After his first NFL season, when he'd carved out a spot on the Vikings' practice squad, Adam Thielen heard from Luke Inveiss, a defensive back he met a few years earlier when both were on a recruiting visit to Minnesota State Mankato.
Inveiss had finished his playing career at St. John's and recently landed a job with the Institute for Athletes, a modestly sized agency in Minneapolis. He let Thielen know the company could be a good fit for him; Thielen, unsure what his future would hold while playing for a new coaching staff, agreed.
"I needed somebody that could really help me if I get cut, or if I'm looking for a job, or looking for things off the field," Thielen said. "It was great timing, and just kind of a small-world thing."
In the six years since, Thielen and IFA grew together, the receiver turning a starting spot into two Pro Bowls and the agency landing Alabama first-round pick Jonathan Allen before the 2017 draft.
When Thielen grew out of his first multiyear deal with the Vikings, IFA founder Blake Baratz negotiated a four-year, $64.8 million extension that makes him the 10th-highest-paid receiver in the league.
IFA, one of the Twin Cities' only sports agencies, has built a football beachhead in Minnesota. Such clients as C.J. Ham, Ifeadi Odenigbo and Stephen Weatherly pushed into bigger roles with the Vikings, and Gophers products such as Blake Cashman and Tyler Johnson signed with the agency before getting drafted this spring.
Johnson, Baratz said, "reached out to us," and added, "That wouldn't have happened five years ago."
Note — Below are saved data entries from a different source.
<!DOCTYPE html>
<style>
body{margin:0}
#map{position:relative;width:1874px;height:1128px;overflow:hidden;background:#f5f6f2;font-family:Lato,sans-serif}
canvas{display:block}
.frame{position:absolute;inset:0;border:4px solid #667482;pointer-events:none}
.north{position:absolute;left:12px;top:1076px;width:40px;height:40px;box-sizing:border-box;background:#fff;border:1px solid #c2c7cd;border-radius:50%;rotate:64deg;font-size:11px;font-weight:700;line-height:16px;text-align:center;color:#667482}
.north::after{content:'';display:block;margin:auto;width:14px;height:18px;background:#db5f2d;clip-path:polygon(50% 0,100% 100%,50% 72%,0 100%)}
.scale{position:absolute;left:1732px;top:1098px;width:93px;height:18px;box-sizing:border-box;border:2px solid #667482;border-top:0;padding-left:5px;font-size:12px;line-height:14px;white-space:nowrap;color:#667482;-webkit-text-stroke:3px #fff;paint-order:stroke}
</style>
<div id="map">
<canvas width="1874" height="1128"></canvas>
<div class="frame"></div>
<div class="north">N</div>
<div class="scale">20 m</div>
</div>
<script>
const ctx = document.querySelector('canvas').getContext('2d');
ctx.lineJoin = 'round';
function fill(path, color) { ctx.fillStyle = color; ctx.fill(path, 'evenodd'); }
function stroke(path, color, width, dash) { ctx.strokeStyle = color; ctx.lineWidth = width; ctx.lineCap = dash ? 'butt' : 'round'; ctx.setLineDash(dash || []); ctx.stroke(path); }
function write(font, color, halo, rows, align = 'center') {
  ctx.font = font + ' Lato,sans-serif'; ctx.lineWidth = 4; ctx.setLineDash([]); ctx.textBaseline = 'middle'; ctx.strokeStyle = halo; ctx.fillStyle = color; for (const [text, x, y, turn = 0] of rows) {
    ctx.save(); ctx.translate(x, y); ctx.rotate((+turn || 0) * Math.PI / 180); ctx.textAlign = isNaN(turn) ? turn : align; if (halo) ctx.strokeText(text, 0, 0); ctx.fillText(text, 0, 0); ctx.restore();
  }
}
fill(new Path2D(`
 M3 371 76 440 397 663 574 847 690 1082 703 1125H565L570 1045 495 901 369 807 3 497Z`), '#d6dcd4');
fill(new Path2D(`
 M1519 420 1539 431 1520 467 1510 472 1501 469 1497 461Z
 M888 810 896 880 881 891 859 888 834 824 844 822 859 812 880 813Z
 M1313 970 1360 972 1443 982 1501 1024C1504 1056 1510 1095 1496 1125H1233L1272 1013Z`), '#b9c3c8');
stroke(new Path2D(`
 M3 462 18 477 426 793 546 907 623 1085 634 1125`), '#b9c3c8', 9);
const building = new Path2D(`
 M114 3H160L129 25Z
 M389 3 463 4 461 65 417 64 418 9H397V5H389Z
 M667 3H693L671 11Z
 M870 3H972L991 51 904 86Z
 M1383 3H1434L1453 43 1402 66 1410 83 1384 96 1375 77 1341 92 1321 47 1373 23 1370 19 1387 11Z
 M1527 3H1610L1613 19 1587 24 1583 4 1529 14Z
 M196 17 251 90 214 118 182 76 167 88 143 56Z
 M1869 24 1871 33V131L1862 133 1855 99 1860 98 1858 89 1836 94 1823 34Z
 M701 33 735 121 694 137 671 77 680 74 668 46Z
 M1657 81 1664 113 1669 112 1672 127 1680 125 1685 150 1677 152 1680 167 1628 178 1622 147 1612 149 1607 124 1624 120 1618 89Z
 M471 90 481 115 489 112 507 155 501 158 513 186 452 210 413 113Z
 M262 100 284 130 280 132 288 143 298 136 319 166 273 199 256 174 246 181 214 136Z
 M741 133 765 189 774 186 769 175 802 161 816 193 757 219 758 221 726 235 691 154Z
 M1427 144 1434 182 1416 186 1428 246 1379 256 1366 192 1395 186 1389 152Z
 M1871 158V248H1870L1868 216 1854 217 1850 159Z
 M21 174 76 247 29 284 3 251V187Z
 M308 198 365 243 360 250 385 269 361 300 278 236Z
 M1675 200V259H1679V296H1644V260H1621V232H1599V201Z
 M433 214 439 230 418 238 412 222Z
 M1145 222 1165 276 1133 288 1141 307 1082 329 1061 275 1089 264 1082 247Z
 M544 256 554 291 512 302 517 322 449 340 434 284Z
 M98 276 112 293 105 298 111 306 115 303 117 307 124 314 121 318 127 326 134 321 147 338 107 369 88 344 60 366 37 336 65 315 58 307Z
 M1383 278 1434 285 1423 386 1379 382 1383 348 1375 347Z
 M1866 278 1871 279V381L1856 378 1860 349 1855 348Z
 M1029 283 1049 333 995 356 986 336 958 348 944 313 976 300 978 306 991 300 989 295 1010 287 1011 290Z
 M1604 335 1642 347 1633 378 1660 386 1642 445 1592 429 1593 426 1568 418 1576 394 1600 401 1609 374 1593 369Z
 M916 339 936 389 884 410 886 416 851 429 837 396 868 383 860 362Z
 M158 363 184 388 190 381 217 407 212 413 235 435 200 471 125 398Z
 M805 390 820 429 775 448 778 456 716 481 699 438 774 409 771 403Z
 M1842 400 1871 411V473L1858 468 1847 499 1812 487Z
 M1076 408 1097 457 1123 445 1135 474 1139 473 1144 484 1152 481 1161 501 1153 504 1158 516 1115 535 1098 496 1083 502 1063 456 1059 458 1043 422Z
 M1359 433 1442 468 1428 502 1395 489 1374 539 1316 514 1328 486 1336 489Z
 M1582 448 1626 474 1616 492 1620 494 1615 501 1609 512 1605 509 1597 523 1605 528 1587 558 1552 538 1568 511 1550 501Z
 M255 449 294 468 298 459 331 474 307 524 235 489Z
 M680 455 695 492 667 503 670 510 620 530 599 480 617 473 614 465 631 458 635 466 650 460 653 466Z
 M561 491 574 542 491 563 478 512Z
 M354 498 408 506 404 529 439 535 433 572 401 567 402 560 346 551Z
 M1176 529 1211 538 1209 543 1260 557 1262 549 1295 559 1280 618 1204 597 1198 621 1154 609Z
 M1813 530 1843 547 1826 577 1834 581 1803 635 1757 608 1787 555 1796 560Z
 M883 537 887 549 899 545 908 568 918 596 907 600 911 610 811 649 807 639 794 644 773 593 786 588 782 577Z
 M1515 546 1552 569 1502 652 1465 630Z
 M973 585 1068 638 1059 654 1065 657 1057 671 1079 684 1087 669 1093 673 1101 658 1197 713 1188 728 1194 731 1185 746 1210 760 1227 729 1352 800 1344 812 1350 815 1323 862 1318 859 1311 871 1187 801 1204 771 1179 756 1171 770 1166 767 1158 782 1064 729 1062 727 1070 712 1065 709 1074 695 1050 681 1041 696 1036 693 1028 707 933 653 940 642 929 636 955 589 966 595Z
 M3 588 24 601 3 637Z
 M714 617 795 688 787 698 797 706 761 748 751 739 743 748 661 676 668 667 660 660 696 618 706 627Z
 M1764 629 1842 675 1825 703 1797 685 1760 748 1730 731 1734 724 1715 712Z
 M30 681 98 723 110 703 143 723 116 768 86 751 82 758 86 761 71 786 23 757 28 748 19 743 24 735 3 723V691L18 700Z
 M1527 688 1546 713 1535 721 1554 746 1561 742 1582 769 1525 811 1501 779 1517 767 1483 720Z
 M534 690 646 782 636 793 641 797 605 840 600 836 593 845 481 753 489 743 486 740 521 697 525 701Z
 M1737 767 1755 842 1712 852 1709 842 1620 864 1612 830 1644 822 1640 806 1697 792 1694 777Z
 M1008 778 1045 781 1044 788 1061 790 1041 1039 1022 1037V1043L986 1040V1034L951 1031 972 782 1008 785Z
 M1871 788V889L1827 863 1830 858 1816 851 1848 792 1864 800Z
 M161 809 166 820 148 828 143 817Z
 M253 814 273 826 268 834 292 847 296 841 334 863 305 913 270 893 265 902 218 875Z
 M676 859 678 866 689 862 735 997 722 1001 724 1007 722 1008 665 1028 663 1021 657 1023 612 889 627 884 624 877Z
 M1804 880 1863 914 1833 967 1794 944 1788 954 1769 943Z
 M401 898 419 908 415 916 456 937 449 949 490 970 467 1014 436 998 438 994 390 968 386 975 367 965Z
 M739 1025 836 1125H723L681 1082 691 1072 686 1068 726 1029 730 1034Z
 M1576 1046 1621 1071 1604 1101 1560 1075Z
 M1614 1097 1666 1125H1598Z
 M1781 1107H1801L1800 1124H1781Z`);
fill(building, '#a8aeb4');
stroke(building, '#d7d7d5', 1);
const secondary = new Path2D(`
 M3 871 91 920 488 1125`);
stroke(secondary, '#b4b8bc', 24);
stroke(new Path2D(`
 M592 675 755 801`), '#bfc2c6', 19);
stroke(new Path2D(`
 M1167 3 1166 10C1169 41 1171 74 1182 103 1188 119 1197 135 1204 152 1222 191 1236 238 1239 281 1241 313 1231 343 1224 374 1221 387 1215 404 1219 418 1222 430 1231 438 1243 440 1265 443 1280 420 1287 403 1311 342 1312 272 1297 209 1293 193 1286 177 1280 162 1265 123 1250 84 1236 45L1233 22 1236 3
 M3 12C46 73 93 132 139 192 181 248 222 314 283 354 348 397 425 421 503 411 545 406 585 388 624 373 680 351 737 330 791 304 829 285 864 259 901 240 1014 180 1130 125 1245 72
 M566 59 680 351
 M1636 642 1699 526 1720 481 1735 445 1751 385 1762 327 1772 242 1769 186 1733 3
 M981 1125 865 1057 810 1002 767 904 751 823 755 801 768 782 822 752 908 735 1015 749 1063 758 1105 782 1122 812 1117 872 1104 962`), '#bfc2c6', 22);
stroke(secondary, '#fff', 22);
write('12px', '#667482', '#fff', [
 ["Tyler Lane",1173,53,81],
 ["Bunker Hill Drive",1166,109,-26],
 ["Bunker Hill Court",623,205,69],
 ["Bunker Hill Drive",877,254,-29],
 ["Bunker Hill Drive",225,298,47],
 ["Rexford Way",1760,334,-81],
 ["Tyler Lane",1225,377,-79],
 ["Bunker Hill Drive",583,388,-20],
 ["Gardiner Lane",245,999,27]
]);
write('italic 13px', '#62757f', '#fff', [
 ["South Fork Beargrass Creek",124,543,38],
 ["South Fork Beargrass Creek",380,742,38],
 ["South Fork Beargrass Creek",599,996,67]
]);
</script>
Like its roster of gumptious clients, the firm has evolved in its own right, launching a creative marketing division that has worked with such local companies as Caribou Coffee and Sleep Number. Baratz turned part of IFA's building on First Avenue into a social club with roughly 150 members. After his brother-in-law Mike Zweigbaum came on as CEO, the company launched Wisdom Gaming Group, an e-sports marketing company that streams roughly 55 hours of content a week.